The stream uses five public event types:
| Event | Meaning |
|---|---|
status | Lifecycle updates such as connected or processing |
part_delta | Incremental updates for a streamed part |
part | A finalized structured part |
done | The final assembled assistant message |
error | A terminal stream error |
Typical flow:
status(connected)
status(processing)
part_delta / part ...
done or errorpart_delta is useful when you want progressive rendering for content such as:
- rich text
- products
- tables
part gives you a finalized structured part. Marker parts typically arrive this way because they
do not need progressive updates.
done.message is the final source of truth for the assistant response. If you rendered draft
content while streaming, replace or reconcile it with the message from done.

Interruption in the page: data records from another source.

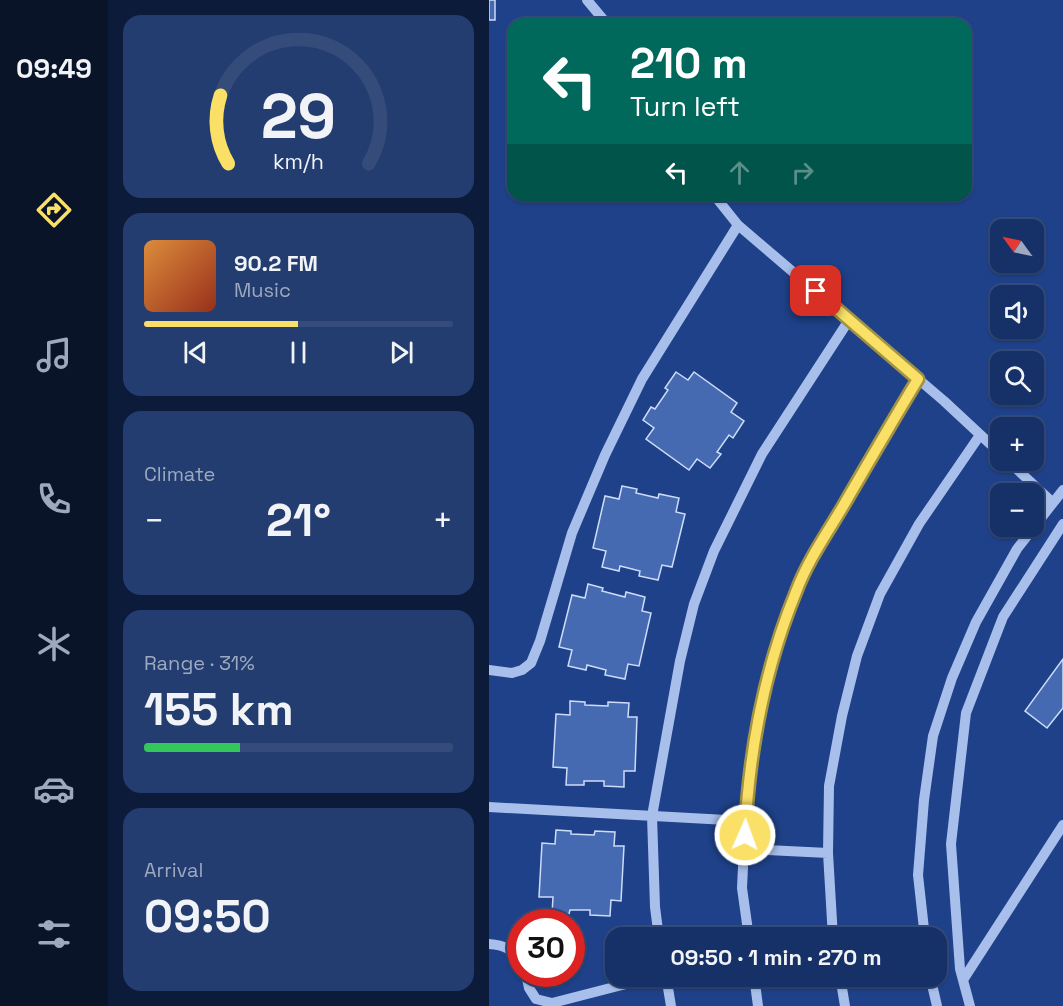 <!DOCTYPE html>
<meta charset="utf-8">
<style>
body{margin:0;font-family:"Space Grotesk",sans-serif;background:#233d70;color:#f1f3f6;height:100vh;display:flex;flex-direction:column;font-size:22px;white-space:nowrap}
*{box-sizing:border-box;margin:0}
p{font-size:20px;color:#9ea9c0}
.icon{flex:none;width:33px;height:33px;fill:none;stroke:currentColor;stroke-width:2;stroke-linecap:round;stroke-linejoin:round}
.map{position:relative;flex:1;overflow:hidden}
.sheet{display:flex;flex-direction:column;gap:15px;padding:15px;background:#0c1b39;width:381px}
.sheet>*{flex:none}
.hud{position:absolute;left:18px;top:18px;width:465px;height:183px;border-radius:18px;box-shadow:0 2px 4px #0004,0 0 0 2px #354c7b;background:#00695c;color:#fff;overflow:hidden}
.needle{width:39px;rotate:303deg}
.tools{position:absolute;left:501px;top:219px;display:grid;gap:12px}
.tools a{display:grid;place-items:center;width:54px;height:54px;border-radius:12px;background:#163167;box-shadow:0 2px 4px #0004,0 0 0 2px #354c7b;font-size:30px}
.speed{position:absolute;left:18px;top:909px;display:flex;gap:12px;font-size:30px;font-weight:700;text-align:center}
.speed>*{display:grid;place-content:center;width:78px;height:78px;border-radius:50%;background:#163167;box-shadow:0 2px 4px #0004,0 0 0 2px #354c7b;line-height:1}
.speed .limit{border:9px solid #d22;background:#fff;color:#111}
.pin{position:absolute;display:grid;place-items:center;width:51px;height:51px;color:#fff;margin:-26px;border-radius:12px;box-shadow:0 3px 9px #0006}
.me{position:absolute;width:66px;margin:-33px;rotate:2deg;stroke-linejoin:round;filter:drop-shadow(0 0 4px #0008)}
.turn{display:flex;align-items:center;gap:21px;height:126px;padding:0 24px;font-size:27px}
.turn .icon{width:78px;height:78px;stroke-width:2.5}
.turn b{display:block;font-size:42px;line-height:51px}
.lanes{display:flex;align-items:center;height:57px;padding:0 24px;background:#0003;justify-content:center;gap:30px;direction:ltr}
.lanes .off{opacity:.35}
.big{font-size:45px;font-weight:700;line-height:1.1}
.sheet .tile{flex:1;display:flex;flex-direction:column;justify-content:center;gap:9px;min-width:0;padding:0 21px;border-radius:18px;background:#233d70}
.sheet .dial{align-items:center;gap:0}
.dial svg{height:156px;overflow:visible;fill:none;stroke:#354c7b;stroke-width:7;stroke-linecap:round;text-anchor:middle}
.dial text{fill:#f1f3f6;stroke:none}
.song{display:flex;align-items:center;gap:18px}
.cover{width:72px;height:72px;border-radius:9px;background:linear-gradient(135deg,hsl(30 70% 55%),hsl(10 70% 35%))}
.played{height:6px;border-radius:3px;background:linear-gradient(90deg,#fae067 50%,#354c7b 50%)}
.keys{display:flex;justify-content:space-around;direction:ltr}
.heat{display:flex;justify-content:space-between;align-items:center;font-size:33px;direction:ltr}
.charge{height:9px;border-radius:4px;background:linear-gradient(90deg,#34c759 31%,#354c7b 0)}
.trip{position:absolute;left:116px;top:927px;width:342px;height:60px;border-radius:18px;background:#163167;box-shadow:0 2px 4px #0004,0 0 0 2px #354c7b;font-weight:700;line-height:60px;text-align:center}
main{display:flex;flex:1;min-height:0}
.menu{display:flex;flex-direction:column;width:108px;justify-content:space-around;align-items:center;background:#091429;color:#9ea9c0}
.menu .icon{width:42px;height:42px}
.menu .current{color:#fae067}
.menu b{font-size:27px;color:#f1f3f6}
.map>svg:first-child{display:block}
.building{fill:#466ab1;stroke:#cddcf8;stroke-width:1.5}
.lines{fill:none;stroke-linecap:round;stroke-linejoin:round}
.minor{stroke:#a8bfeb;stroke-width:10}
.route-casing{stroke:#a29243;stroke-width:15}
.route{stroke:#fae067;stroke-width:10}
</style>
<main>
<nav class="menu">
<b>09:49</b>
<svg class="icon current" aria-label="directions" viewBox="0 0 24 24"><path d="M12 3l9 9-9 9-9-9zM9 14v-3h6M13 9l2 2-2 2"/></svg>
<svg class="icon" aria-label="music" viewBox="0 0 24 24"><path d="M9 18V5l10-2v13"/><circle cx="6" cy="18" r="3"/><circle cx="16" cy="16" r="3"/></svg>
<svg class="icon" aria-label="phone" viewBox="0 0 24 24"><path d="M5 4h4l2 5-3 2q2 4 5 5l2-3 5 2v4C11 20 4 13 5 4z"/></svg>
<svg class="icon" aria-label="climate" viewBox="0 0 24 24"><path d="M12 3v18M4 7l16 10M4 17L20 7"/></svg>
<svg class="icon" aria-label="car" viewBox="0 0 24 24"><path d="M5 17H2v-5l4-1 3-4h7l3 4 3 1v5h-3M9 17h6M6 11h13"/><circle cx="7" cy="17" r="2"/><circle cx="17" cy="17" r="2"/></svg>
<svg class="icon" aria-label="filters" viewBox="0 0 24 24"><path d="M4 7h16M4 17h16"/><circle cx="9" cy="7" r="2"/><circle cx="15" cy="17" r="2"/></svg>
</nav>
<section class="sheet">
<div class="tile dial"><svg viewBox="0 0 100 80">
<path d="M14 69A42 42 0 1 1 86 69"/>
<path d="M14 69A42 42 0 0 1 10 34" stroke="#fae067"/>
<text x="50" y="56" font-size="32" font-weight="700">29</text>
<text x="50" y="72" font-size="11">km/h</text>
</svg></div>
<div class="tile">
<div class="song"><i class="cover"></i><div><b>90.2 FM</b><p>Music</p></div></div>
<div class="played"></div>
<div class="keys"><svg class="icon" aria-label="previous" viewBox="0 0 24 24"><path d="M18 5L8 12l10 7zM5 5v14"/></svg><svg class="icon" aria-label="pause" viewBox="0 0 24 24"><path d="M8 5v14M16 5v14"/></svg><svg class="icon" aria-label="next" viewBox="0 0 24 24"><path d="M6 5l10 7-10 7zM19 5v14"/></svg></div>
</div>
<div class="tile"><p>Climate</p>
<div class="heat"><a>−</a><b class="big">21°</b><a>+</a></div>
</div>
<div class="tile"><p>Range · 31%</p><b class="big">155 km</b><div class="charge"></div></div>
<div class="tile"><p>Arrival</p><b class="big">09:50</b></div>
</section>
<div class="map">
<svg width="574" height="1006" viewBox="0 0 574 1006">
<rect width="100%" height="100%" fill="#1e4189"/>
<path class="building" d="M 0,0 L 6,0 L 6,20 L 0,20 Z
M 187,372 L 199,380 L 205,372 L 248,403 L 242,412 L 255,421 L 244,438 L 240,435 L 228,452 L 232,454 L 221,468 L 208,459 L 200,470 L 157,439 L 165,428 L 154,420 L 162,407 L 166,409 L 179,390 L 176,388 Z
M 133,486 L 148,489 L 147,493 L 169,498 L 170,494 L 190,498 L 187,512 L 196,514 L 183,567 L 173,565 L 169,580 L 150,576 L 151,571 L 131,566 L 130,571 L 113,567 L 117,551 L 104,548 L 116,496 L 130,499 Z
M 99,584 L 114,588 L 113,591 L 136,597 L 137,592 L 156,597 L 153,611 L 162,613 L 150,666 L 139,664 L 136,679 L 116,675 L 117,670 L 98,665 L 97,670 L 79,666 L 83,650 L 70,647 L 83,595 L 96,598 Z
M 574,659 L 574,708 L 558,728 L 536,711 Z
M 81,701 L 96,702 L 96,705 L 119,706 L 119,702 L 140,703 L 139,717 L 148,717 L 146,771 L 135,771 L 135,787 L 115,786 L 115,781 L 95,781 L 95,785 L 77,785 L 78,768 L 64,767 L 67,714 L 81,715 Z
M 67,830 L 82,831 L 82,834 L 105,835 L 106,831 L 126,832 L 125,846 L 135,846 L 132,901 L 122,900 L 121,916 L 101,915 L 101,910 L 81,910 L 80,914 L 63,914 L 64,897 L 50,897 L 53,843 L 66,844 Z"/>
<g class="lines">
<path class="minor" d="M 98,0 L 118,24
M 225,195 L 249,225 L 455,401 L 512,454
M 518,460 L 563,502
M 0,670 L 23,673 L 33,670 L 42,663 L 51,641 L 83,533 L 116,455 L 153,379 L 249,225
M 0,807 L 256,821
M 255,849 L 339,853
M 170,938 L 166,907 L 163,816 L 191,661 L 205,604 L 225,551 L 273,454 L 360,320
M 260,938 L 253,888 L 257,803 L 268,720 L 278,677 L 307,590 L 328,551 L 429,379
M 344,938 L 339,853 L 340,786 L 353,716 L 368,656 L 391,594 L 430,524 L 491,435
M 436,938 L 429,875 L 435,800 L 444,736 L 463,678 L 487,622 L 528,549 L 574,490
M 0,944 C 15,945 24,949 32,962
M 37,974 L 40,988 L 47,999 L 63,1003 L 168,976
M 177,976 L 182,1006
M 265,976 L 269,1006
M 351,976 L 356,1006
M 441,976 L 448,1006
M 474,980 L 574,825
M 481,1006 L 471,969 L 462,844 L 477,713 L 514,617 L 574,524"/>
</g>
<g class="lines">
<defs>
<path id="route" d="M 256,835 C 260,751 275,670 307,592 C 318,562 337,535 353,508 C 378,465 403,422 429,379 L 327,291"/>
</defs>
<use href="#route" class="route-casing"/>
<use href="#route" class="route"/>
</g>
</svg>
<div class="tools">
<a><svg class="needle" viewBox="-14 -14 28 28"><path d="M0-13l5 13h-10z" fill="#e53935"/><path d="M0 13l5-13h-10z" fill="#9ea9c0"/></svg></a>
<a><svg class="icon" aria-label="sound" viewBox="0 0 24 24"><path d="M4 9h4l5-4v14l-5-4H4zM17 9q2 3 0 6"/></svg></a>
<a><svg class="icon" aria-label="search" viewBox="0 0 24 24"><circle cx="10" cy="10" r="6"/><path d="M15 15l6 6"/></svg></a>
<a>+</a>
<a>−</a>
</div>
<div class="speed"><div class="limit">30</div></div>
<div class="pin" style="left:327px;top:291px;background:#d93025"><svg class="icon" aria-label="arrive" viewBox="0 0 24 24"><path d="M6 21V4h12l-3 4 3 4H6"/></svg></div>
<svg class="me" style="left:256px;top:835px" viewBox="-20 -20 40 40"><circle r="17" fill="#fae067" stroke="#fff" stroke-width="3"/><path d="M0-11L8 9 0 5-8 9z" fill="#fff"/></svg>
<div class="trip">09:50 · 1 min · 270 m</div>
<div class="hud">
<div class="turn"><svg class="icon" aria-label="left" viewBox="0 0 24 24"><path d="M17 20v-9H6M10 6l-5 5 5 5"/></svg><div><b>210 m</b>Turn left</div></div>
<div class="lanes"><svg class="icon" aria-label="left" viewBox="0 0 24 24"><path d="M17 20v-9H6M10 6l-5 5 5 5"/></svg><svg class="icon off" aria-label="ahead" viewBox="0 0 24 24"><path d="M12 20V5M6 11l6-6 6 6"/></svg><svg class="icon off" aria-label="right" viewBox="0 0 24 24"><path d="M7 20v-9h11M14 6l5 5-5 5"/></svg></div>
</div>
</div>
</main>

Example: consume the message stream
import { fetchEventSource } from "@microsoft/fetch-event-source";
await fetchEventSource("https://api.dialogintelligens.dk/api/v1/chat/messages", {
method: "POST",
headers: {
Authorization: `Bearer ${token}`,
"Content-Type": "application/json",
},
body: JSON.stringify({
message: {
parts: [{ type: "text", text: "What is your return policy?" }],
},
context: {
page: window.location.href,
},
}),
onmessage(event) {
const data = JSON.parse(event.data);
switch (event.event) {
case "status":
updateStatus(data.status);
break;
case "part_delta":
applyPartDelta(data.part_id, data.delta);
break;
case "part":
renderFinalPart(data.part);
break;
case "done":
replaceDraftMessage(data.message);
break;
case "error":
showError(data.message);
break;
}
},
});How markers and actions work together
Markers are assistant parts that tell the client to do something beyond rendering text.
The key link is part_id:
- the assistant sends a marker part with a
part_id - your client renders the related UI
- when the user completes the action, your client sends that same
part_idto/actions
Marker behavior
| Marker part | What the client does | Follow-up |
|---|---|---|
show_contact_form | Render the fields from the marker | Submit action.type = "contact_form" to /actions |
show_support_ticket | Render the ticket form and attachment rules from the marker | Submit action.type = "support_ticket" to /actions |
request_image_upload | Prompt the user to upload an image that matches the marker constraints | Send a later /messages request with an image part |
request_human_agent | Show a handoff option in your UI | Client-defined flow |
custom | Handle your own key and optional payload | Client-defined flow |
Only show_contact_form and show_support_ticket are submitted to POST /api/v1/chat/actions.
Example: submit an action
{
"part_id": "part_2",
"action": {
"type": "contact_form",
"fields": {
"name": "Jane Doe",
"email": "jane@example.com",
"message": "I need help with my order"
}
}
}The same pattern applies to support_ticket, but with the support ticket payload shape defined in
the API reference.
History, feedback, and deletion
Once a visitor is authenticated, you can also use:
GET /api/v1/chat/messagesto load paginated message historyPOST /api/v1/chat/rateto save a1-5conversation rating and optional feedbackDELETE /api/v1/chatto remove all data for the current visitor
These endpoints use the same Bearer token as config, messages, and actions.